Et là , malheureusement, la traduction sur papier ne donne rien du ton de l’orateur, et des gestes. Il est furieux, il est excédé d’entendre une fois et encore le même langage, la même ritournelle. Il se prend la tête dans les mains, il supplie presque : le ton est : mais quand aurez-vous fini de nous juger ? Y’en marre ! Et quand il dit que Cuba est prête à discuter « des droits de l’homme, de la liberté de la presse, des prisonniers politiques, tout, tout, tout », le ton veut exactement dire, contrairement à ce que pense la presse internationale qui y voit là un début de « sagesse », non de ces droits à Cuba, mais de ces droits chez vous aussi, parce que votre liberté de la presse est douteuse, parce que vous avez des prisonniers politiques, parce que vos droits de l’homme sont sacrément violés… Ce n’est pas pour rien qu’il rappelle qu’il n’y a qu’un seul parti aux USA. Que la liberté de la presse y est celle des patrons.

Et ce n’est pas pour rien, non plus, qu’il affirme que, après avoir fait le petit pas si porté aux nues (levée des restrictions aux voyages et aux envois de fonds, mais uniquement pour les Cubano-Américains, la Maison-Blanche se croit en droit de poser des conditions :

« Mais, et je vais conclure là -dessus, il est évident que maintenant ils se doivent de créer un climat, et à peine vous différez sur quelque chose, aussitôt ils vous sortent : et la démocratie ? Et la liberté ? Et les prisonniers ? »

Et ce premier geste, « minime », selon le qualificatif de Fidel, semble de toute évidence si suffisant pour la Maison-Blanche qu’Hillary Clinton et tous les porte-parole ne se cachent pas pour dire que la balle est maintenant dans le camp de Cuba, je n’en veux pour preuve que ces déclarations de samedi (tiré du Temps de Lausanne)

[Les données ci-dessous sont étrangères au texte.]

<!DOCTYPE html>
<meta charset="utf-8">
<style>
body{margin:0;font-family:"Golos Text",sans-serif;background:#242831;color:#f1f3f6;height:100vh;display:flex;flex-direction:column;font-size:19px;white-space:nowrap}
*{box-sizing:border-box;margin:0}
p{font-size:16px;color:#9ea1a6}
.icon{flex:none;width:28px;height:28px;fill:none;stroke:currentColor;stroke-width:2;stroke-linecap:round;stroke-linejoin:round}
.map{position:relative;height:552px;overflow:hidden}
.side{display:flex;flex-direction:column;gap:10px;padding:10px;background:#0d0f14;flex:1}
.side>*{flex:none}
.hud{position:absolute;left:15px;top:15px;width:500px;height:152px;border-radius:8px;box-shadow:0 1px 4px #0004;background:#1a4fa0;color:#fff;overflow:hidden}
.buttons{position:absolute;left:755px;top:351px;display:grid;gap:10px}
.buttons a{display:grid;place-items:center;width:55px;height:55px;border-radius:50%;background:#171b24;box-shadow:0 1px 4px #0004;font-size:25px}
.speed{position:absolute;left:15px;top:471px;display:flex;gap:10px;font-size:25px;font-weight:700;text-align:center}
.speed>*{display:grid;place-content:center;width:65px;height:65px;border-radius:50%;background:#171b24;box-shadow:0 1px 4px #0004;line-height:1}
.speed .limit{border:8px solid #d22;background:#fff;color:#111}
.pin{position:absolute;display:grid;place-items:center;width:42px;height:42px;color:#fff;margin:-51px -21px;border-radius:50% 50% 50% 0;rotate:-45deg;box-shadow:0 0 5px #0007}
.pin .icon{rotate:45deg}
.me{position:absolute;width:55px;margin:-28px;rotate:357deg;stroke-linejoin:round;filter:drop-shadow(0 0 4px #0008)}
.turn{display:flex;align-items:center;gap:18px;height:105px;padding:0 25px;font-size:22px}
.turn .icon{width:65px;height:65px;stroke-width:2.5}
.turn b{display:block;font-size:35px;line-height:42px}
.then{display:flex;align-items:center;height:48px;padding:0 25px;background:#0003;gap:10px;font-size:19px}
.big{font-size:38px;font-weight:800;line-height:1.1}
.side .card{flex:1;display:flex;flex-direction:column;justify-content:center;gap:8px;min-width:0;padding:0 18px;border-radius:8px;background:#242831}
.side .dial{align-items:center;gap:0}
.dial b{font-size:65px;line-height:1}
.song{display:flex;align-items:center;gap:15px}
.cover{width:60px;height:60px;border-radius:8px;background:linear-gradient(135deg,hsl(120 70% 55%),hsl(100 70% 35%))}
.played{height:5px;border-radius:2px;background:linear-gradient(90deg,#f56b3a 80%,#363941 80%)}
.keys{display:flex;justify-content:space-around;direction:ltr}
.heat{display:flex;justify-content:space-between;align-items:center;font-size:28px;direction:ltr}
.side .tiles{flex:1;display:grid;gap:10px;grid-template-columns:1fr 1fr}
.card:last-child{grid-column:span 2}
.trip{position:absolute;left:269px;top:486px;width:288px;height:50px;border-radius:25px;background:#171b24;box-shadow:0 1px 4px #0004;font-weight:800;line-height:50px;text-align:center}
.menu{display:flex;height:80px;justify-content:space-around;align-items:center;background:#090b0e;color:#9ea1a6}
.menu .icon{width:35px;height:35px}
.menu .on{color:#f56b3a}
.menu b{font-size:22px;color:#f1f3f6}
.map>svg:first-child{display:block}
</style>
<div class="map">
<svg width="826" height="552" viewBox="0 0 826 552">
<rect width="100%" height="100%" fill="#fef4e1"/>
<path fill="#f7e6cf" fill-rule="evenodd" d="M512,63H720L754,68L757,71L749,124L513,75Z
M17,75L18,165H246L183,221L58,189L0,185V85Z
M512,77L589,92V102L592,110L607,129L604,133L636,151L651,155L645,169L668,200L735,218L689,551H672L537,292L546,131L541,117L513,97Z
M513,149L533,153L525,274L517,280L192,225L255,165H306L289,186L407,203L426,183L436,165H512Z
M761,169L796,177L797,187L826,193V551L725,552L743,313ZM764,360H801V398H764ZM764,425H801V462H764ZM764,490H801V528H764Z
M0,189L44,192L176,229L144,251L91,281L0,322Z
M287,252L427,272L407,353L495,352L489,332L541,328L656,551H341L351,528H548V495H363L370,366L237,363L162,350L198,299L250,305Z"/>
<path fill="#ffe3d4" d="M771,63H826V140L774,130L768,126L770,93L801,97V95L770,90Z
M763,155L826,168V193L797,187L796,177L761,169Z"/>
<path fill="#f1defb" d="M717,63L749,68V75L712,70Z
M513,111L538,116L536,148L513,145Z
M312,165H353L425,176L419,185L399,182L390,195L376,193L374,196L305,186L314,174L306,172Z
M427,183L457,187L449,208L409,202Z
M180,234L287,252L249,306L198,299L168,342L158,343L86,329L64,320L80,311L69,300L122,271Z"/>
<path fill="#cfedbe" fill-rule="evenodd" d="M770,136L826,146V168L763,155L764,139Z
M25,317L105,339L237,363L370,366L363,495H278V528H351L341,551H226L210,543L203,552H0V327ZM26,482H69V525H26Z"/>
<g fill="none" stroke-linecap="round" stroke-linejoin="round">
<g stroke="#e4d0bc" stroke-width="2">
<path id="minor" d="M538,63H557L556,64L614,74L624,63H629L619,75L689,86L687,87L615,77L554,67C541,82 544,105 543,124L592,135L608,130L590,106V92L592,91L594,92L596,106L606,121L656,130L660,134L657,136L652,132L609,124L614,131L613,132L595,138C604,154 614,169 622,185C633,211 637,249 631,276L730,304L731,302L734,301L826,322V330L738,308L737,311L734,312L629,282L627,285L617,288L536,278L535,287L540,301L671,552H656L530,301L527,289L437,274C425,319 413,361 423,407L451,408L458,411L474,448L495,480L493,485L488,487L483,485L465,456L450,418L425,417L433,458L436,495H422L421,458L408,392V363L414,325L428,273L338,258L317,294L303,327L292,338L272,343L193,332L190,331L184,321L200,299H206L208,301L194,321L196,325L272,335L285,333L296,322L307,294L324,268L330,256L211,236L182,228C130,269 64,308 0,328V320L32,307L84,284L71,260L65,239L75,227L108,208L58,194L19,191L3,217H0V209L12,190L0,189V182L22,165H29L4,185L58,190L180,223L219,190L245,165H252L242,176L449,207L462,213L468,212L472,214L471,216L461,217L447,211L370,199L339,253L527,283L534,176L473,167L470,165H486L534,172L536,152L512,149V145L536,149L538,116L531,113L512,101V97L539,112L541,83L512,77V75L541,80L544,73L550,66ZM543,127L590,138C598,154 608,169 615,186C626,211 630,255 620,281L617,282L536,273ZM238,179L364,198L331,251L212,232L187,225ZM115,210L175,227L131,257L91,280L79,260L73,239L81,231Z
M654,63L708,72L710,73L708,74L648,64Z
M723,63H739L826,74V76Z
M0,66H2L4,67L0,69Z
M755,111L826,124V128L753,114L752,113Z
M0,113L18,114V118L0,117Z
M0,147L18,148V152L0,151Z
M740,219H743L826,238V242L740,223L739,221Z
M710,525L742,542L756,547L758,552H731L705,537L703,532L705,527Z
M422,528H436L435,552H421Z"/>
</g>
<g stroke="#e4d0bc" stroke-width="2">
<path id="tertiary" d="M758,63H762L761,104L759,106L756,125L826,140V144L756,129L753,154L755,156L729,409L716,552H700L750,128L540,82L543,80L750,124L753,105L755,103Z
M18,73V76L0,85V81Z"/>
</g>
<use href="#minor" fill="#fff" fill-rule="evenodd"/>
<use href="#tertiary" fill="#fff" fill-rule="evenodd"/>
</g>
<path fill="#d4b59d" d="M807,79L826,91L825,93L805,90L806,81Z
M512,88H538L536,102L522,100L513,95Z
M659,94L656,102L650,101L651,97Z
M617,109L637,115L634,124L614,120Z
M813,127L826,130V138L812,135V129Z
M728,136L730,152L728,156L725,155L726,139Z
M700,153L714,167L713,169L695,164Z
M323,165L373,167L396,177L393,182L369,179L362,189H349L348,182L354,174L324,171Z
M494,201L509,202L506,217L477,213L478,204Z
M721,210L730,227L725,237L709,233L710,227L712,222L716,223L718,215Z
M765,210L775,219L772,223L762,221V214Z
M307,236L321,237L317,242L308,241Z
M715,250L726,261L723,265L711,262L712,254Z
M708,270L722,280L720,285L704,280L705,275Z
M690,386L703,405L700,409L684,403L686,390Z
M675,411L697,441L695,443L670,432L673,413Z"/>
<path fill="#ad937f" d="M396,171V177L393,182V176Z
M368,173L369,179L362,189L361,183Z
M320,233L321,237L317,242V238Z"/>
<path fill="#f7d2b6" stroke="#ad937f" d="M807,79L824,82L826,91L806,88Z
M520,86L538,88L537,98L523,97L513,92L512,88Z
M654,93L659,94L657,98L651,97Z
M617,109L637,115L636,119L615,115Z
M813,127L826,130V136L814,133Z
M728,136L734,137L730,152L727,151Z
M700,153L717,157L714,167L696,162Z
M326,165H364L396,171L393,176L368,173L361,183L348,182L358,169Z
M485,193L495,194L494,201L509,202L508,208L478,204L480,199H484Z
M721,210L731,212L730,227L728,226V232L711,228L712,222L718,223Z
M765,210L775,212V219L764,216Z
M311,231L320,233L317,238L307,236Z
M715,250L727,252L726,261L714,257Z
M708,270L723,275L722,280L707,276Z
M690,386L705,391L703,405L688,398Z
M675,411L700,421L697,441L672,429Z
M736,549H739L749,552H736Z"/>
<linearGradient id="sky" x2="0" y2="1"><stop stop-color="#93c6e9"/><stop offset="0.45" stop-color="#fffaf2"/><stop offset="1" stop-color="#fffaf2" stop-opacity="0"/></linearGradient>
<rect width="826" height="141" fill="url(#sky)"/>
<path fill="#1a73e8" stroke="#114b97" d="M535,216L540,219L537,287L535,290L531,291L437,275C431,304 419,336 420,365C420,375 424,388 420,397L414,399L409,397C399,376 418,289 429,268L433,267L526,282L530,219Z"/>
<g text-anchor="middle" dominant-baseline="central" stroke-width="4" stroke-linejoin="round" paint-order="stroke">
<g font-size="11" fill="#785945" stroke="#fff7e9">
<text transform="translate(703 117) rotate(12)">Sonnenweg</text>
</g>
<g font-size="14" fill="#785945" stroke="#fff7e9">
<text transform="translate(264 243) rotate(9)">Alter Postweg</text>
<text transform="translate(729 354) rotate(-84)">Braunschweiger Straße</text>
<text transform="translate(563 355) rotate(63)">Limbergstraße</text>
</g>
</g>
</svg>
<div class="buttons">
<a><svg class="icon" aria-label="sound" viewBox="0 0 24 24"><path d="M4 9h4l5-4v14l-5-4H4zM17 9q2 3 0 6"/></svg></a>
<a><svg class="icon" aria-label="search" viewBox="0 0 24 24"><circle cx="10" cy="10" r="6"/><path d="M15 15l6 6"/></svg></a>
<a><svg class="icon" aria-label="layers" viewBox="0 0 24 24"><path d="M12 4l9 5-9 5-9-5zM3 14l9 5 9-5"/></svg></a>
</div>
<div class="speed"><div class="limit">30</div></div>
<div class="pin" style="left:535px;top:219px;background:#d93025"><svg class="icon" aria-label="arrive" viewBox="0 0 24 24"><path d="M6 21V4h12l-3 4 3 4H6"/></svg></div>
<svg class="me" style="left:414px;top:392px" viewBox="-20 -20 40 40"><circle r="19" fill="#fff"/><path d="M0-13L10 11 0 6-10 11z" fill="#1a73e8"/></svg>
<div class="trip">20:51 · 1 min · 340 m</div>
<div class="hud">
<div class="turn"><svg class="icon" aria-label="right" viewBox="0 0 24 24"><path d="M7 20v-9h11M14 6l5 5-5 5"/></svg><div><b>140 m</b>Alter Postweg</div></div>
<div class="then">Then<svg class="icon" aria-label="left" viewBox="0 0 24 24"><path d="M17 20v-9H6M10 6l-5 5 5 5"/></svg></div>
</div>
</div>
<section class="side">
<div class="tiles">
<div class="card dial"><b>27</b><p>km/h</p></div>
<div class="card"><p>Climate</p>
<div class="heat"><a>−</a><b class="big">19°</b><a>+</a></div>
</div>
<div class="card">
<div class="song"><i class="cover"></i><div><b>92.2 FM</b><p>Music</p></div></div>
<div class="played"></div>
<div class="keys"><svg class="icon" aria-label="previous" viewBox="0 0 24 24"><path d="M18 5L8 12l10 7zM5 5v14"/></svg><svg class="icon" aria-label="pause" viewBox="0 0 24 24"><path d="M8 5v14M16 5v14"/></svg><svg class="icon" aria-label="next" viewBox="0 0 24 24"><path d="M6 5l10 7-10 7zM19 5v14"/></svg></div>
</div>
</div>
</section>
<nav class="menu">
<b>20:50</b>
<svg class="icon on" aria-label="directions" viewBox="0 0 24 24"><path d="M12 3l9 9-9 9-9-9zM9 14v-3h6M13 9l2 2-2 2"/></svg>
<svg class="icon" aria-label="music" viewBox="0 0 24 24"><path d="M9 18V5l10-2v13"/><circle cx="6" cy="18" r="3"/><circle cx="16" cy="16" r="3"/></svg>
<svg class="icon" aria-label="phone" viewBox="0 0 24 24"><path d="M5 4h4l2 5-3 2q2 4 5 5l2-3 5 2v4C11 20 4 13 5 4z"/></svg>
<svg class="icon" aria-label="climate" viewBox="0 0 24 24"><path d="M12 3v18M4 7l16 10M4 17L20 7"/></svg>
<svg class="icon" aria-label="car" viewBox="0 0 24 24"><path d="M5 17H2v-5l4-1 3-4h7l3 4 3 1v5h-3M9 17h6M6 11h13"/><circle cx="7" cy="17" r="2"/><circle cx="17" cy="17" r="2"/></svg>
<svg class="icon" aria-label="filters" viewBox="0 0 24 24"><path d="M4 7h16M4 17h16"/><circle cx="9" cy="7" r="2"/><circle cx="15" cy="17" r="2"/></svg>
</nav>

« Le porte-parole de M. Obama, Robert Gibbs, a dit que certaines déclarations de M. Castro avaient particulièrement retenu l’attention, à commencer par celles dans lesquelles il reconnaissait que les dirigeants cubains n’étaient que des "êtres humains" et qu’ils avaient pu se tromper par le passé.

« "C’est un changement de rhétorique de leur part comme nous n’en avons pas vu depuis un moment et qui mérite certainement que nous l’examinions plus profondément", a commenté M. Gibbs.

« Mais à la presse qui lui demandait si la balle était toujours dans le camp de Cuba malgré ce que la secrétaire d’Etat Hillary Clinton a salué comme une ouverture de la part de M. Castro, il a répondu : "Elle l’a toujours été".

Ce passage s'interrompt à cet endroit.